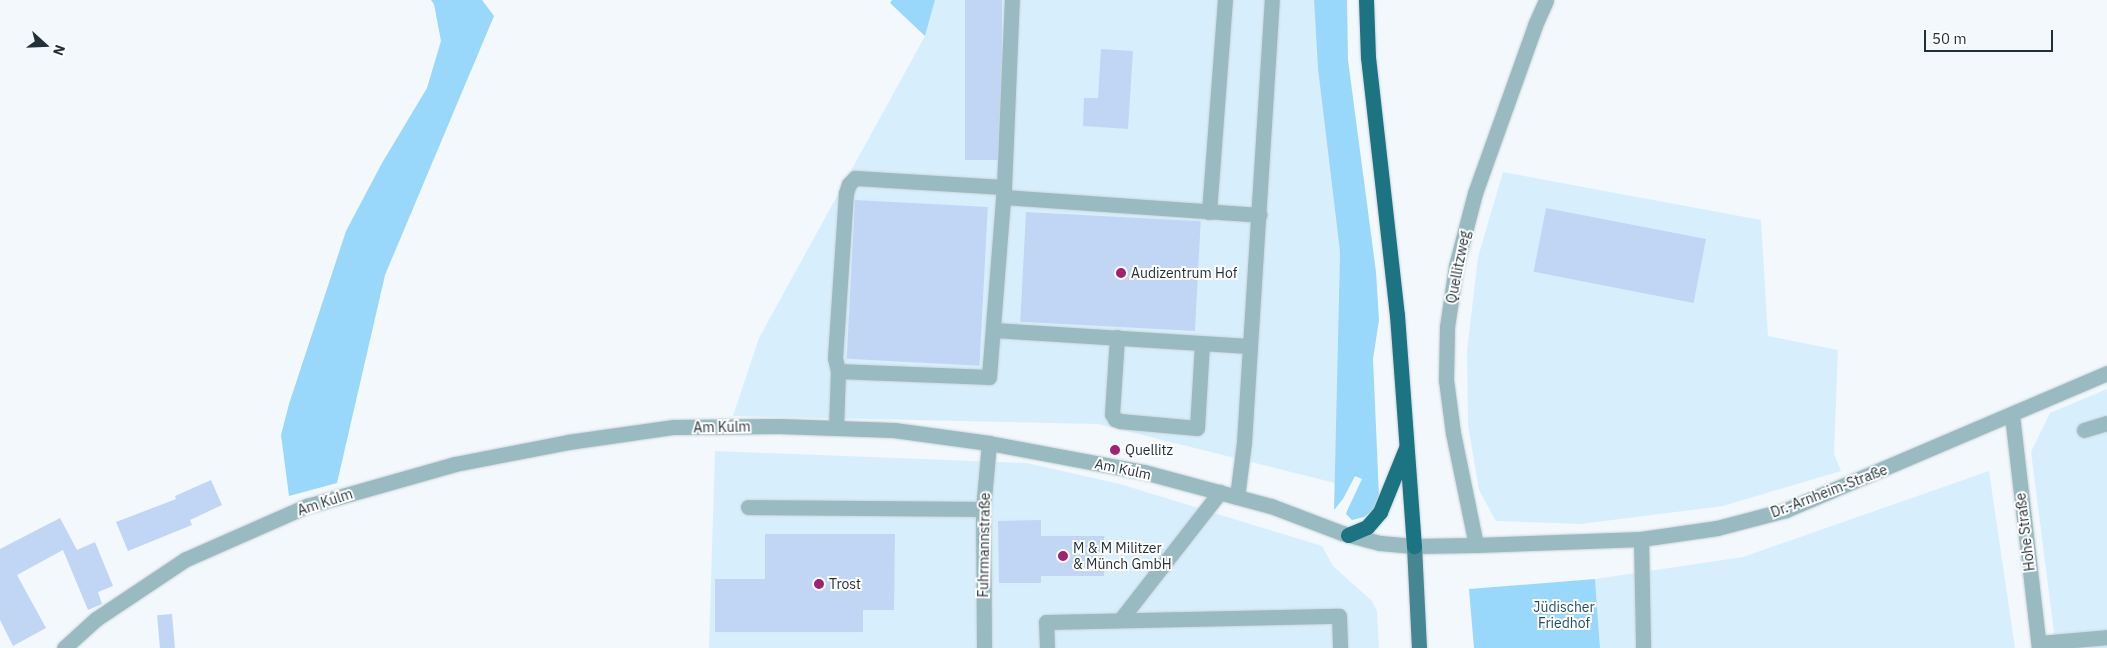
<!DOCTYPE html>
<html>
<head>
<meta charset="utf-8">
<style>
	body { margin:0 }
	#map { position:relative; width:2107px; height:648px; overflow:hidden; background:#f2f8fc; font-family:"IBM Plex Sans",sans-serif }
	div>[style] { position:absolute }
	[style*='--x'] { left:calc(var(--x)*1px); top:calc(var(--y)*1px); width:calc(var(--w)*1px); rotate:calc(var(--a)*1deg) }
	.built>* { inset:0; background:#d7effd }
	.green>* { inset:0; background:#99d7fb }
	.building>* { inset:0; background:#c1d6f5; transform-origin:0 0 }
	.roads { filter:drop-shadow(0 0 1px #cdd4d9) drop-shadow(0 0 1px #cdd4d9) }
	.minor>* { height:15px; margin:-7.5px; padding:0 7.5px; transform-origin:7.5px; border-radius:7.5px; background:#99bac1 }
	.major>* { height:15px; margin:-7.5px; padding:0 7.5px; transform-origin:7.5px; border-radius:7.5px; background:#458692 }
	.highway>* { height:15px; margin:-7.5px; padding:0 7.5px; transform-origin:7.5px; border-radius:7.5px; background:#1c7381 }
	.dots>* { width:14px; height:14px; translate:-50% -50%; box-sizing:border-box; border:2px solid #fff; border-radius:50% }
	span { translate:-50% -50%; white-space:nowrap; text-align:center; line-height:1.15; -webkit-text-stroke:4px #fff; paint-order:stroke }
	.street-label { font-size:14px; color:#233038 }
	.poi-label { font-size:14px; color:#233038 }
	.left { translate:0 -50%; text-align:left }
	.park-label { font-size:14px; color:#1e4e67 }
	.north { position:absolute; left:20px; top:20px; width:50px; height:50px; -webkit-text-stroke:4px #fff; paint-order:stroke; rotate:110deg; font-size:14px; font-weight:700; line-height:20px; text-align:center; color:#233038 }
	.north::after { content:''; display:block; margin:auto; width:18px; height:22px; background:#233038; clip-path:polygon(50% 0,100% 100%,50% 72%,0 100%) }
	.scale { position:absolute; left:1924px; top:30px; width:129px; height:22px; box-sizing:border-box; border:2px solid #233038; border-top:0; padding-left:6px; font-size:15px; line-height:18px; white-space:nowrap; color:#233038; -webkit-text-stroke:4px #fff; paint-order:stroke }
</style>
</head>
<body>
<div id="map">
	<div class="built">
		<div style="clip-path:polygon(935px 0,1314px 0,1318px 69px,1340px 252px,1335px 483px,1098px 424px,733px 416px,759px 338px,925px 36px)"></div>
		<div style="clip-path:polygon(1503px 172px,1761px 220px,1768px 336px,1838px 350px,1834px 454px,1841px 471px,1723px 506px,1581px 524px,1496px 521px,1479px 490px,1468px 425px,1467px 351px,1478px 257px)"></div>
		<div style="clip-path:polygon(2107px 389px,2107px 648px,2056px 648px,2031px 452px,2050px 413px)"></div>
		<div style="clip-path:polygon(715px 451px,1027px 463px,1120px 484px,1322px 546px,1333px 566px,1372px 601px,1377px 611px,1379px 648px,709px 648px)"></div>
		<div style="clip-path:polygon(1989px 471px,2015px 648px,1600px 648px,1595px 579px,1743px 557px)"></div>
	</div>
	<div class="green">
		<div style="clip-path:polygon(431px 0,482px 0,494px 16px,385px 275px,337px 483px,289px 496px,281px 435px,289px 404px,346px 231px,382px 163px,427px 88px,441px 41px,434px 4px)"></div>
		<div style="clip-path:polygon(892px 0,935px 0,925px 36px,890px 3px)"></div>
		<div style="clip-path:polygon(1314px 0,1347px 0,1348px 60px,1376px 272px,1379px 320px,1373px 359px,1379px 496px,1376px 506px,1371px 512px,1364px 517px,1352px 520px,1346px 514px,1347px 511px,1362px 479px,1355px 476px,1343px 499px,1334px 510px,1340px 252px,1318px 69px)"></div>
		<div style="clip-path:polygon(1595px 579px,1600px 648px,1474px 648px,1469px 589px)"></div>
	</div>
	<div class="building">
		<div style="left:965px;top:0;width:37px;height:160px"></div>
		<div style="clip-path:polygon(1101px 49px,1133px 51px,1128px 129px,1083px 126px,1084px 98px,1098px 98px)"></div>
		<div style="left:855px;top:200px;width:133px;height:159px;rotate:3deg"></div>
		<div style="left:1546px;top:208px;width:163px;height:65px;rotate:11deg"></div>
		<div style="left:1026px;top:212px;width:175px;height:110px;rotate:3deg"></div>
		<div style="clip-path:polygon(211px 480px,222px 505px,190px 520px,192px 525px,128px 551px,116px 522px,176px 499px,175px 496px)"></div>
		<div style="clip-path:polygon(60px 518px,77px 550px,95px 542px,113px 586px,98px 592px,102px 604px,88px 610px,63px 550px,17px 575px,46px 628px,13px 646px,0 620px,0 549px)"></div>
		<div style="clip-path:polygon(1041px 520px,1041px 536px,1104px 536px,1104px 576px,1041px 576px,1041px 583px,999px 583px,998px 521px)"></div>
		<div style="clip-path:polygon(765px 534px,895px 534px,894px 610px,863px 610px,863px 632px,715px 632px,715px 579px,765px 579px)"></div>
		<div style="left:172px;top:614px;width:34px;height:15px;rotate:85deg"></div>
	</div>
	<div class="roads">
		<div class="minor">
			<div style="--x:1004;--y:197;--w:256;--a:4"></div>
			<div style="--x:1209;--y:212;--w:213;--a:-85.7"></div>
			<div style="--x:993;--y:330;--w:257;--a:3.6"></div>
			<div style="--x:1117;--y:337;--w:77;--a:93.7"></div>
			<div style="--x:1112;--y:414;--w:6;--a:59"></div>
			<div style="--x:1115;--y:419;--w:5;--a:22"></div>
			<div style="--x:1120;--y:421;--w:77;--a:5.2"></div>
			<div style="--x:1197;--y:428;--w:85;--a:-86.6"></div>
			<div style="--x:838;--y:371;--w:13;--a:-103"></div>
			<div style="--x:835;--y:358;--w:165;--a:-86.2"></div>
			<div style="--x:846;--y:193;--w:9;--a:-72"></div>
			<div style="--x:849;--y:184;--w:8;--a:-45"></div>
			<div style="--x:855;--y:178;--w:149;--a:3.5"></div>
			<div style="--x:2012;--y:415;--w:235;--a:83.4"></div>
			<div style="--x:836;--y:428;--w:57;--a:-88"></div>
			<div style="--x:838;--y:371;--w:151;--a:2.3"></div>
			<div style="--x:989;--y:377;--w:191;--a:-85.5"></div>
			<div style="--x:1004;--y:187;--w:187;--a:-87.6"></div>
			<div style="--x:2084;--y:430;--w:24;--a:-17"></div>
			<div style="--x:1237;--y:497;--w:55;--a:-82.7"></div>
			<div style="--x:1244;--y:442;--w:443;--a:-86.4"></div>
			<div style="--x:748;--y:507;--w:235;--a:0.5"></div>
			<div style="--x:1641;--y:539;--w:109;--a:88.9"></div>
			<div style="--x:1476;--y:545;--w:114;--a:-101.6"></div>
			<div style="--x:1453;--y:433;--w:53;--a:-97.5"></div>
			<div style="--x:1446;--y:380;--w:53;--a:-88.9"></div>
			<div style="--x:1447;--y:327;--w:62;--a:-81.6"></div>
			<div style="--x:1456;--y:266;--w:75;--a:-75.4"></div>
			<div style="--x:1475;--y:193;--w:178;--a:-70.3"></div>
			<div style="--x:1535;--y:25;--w:27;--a:-66"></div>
			<div style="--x:1121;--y:619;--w:161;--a:-52.1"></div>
			<div style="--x:2039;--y:643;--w:68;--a:-5"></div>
			<div style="--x:64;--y:648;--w:43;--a:-42.2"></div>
			<div style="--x:96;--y:619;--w:108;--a:-33.7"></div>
			<div style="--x:186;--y:559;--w:132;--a:-23.7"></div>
			<div style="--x:307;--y:506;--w:154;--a:-15.8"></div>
			<div style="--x:455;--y:464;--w:115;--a:-11"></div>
			<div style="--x:568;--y:442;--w:107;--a:-8.1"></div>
			<div style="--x:674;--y:427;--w:105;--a:-0.5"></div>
			<div style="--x:779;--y:426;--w:115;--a:2"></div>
			<div style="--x:894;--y:430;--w:96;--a:7.8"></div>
			<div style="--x:989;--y:443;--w:158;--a:10.6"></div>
			<div style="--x:1144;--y:472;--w:131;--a:15"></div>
			<div style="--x:1271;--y:506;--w:76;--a:20.8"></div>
			<div style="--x:1342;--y:533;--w:39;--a:15"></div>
			<div style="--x:1380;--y:543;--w:34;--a:5"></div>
			<div style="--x:1414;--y:546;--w:62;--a:-0.9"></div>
			<div style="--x:1476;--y:545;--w:165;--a:-2.1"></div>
			<div style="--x:1641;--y:539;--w:77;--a:-8.2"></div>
			<div style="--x:1717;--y:528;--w:71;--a:-14.6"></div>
			<div style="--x:1786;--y:510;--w:349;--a:-23.1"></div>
			<div style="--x:984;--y:648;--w:139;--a:-90.4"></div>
			<div style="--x:983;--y:509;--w:66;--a:-84.8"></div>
			<div style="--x:1047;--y:648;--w:26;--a:-92"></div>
			<div style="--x:1046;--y:622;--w:293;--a:-1.2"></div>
			<div style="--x:1339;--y:616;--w:32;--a:88"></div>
		</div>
		<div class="major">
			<div style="--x:1414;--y:546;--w:102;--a:87.2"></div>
		</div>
		<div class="highway">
			<div style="--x:1366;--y:0;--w:57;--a:88"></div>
			<div style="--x:1368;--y:57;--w:260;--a:83.6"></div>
			<div style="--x:1397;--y:315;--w:232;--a:85.8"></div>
			<div style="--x:1348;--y:535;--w:21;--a:-23"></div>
			<div style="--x:1367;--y:527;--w:20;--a:-49"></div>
			<div style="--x:1380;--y:512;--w:69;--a:-67.9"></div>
		</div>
	</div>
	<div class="dots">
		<div style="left:1121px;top:273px;background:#a12172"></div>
		<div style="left:1115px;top:450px;background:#a12172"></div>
		<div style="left:1063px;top:556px;background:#a12172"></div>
		<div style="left:819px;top:584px;background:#a12172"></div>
	</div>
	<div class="street-label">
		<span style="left:1458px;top:267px;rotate:-79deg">Quellitzweg</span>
		<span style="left:722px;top:427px;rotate:-1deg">Am Kulm</span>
		<span style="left:1123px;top:469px;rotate:12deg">Am Kulm</span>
		<span style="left:1829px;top:491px;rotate:-21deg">Dr.-Arnheim-Straße</span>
		<span style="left:325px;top:502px;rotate:-18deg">Am Kulm</span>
		<span style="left:2025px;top:532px;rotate:-97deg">Hohe Straße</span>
		<span style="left:984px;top:545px;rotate:-89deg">Fuhrmannstraße</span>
	</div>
	<div class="poi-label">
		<span class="left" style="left:1131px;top:273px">Audizentrum Hof</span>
		<span class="left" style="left:1125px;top:450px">Quellitz</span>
		<span class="left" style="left:1073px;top:556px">M &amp; M Militzer<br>&amp; Münch GmbH</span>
		<span class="left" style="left:829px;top:584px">Trost</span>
	</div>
	<div class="park-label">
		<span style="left:1564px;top:615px">Jüdischer<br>Friedhof</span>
	</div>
	<div class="north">N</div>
	<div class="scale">50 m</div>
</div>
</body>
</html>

=== Task details ===
With all pictures removed, reproduce the lines from the top of the entries above through the line containing "filter:drop-shadow(0 0 1px", exactly as written.

=== Answer to this problem ===
<!DOCTYPE html>
<html>
<head>
<meta charset="utf-8">
<style>
	body { margin:0 }
	#map { position:relative; width:2107px; height:648px; overflow:hidden; background:#f2f8fc; font-family:"IBM Plex Sans",sans-serif }
	div>[style] { position:absolute }
	[style*='--x'] { left:calc(var(--x)*1px); top:calc(var(--y)*1px); width:calc(var(--w)*1px); rotate:calc(var(--a)*1deg) }
	.built>* { inset:0; background:#d7effd }
	.green>* { inset:0; background:#99d7fb }
	.building>* { inset:0; background:#c1d6f5; transform-origin:0 0 }
	.roads { filter:drop-shadow(0 0 1px #cdd4d9) drop-shadow(0 0 1px #cdd4d9) }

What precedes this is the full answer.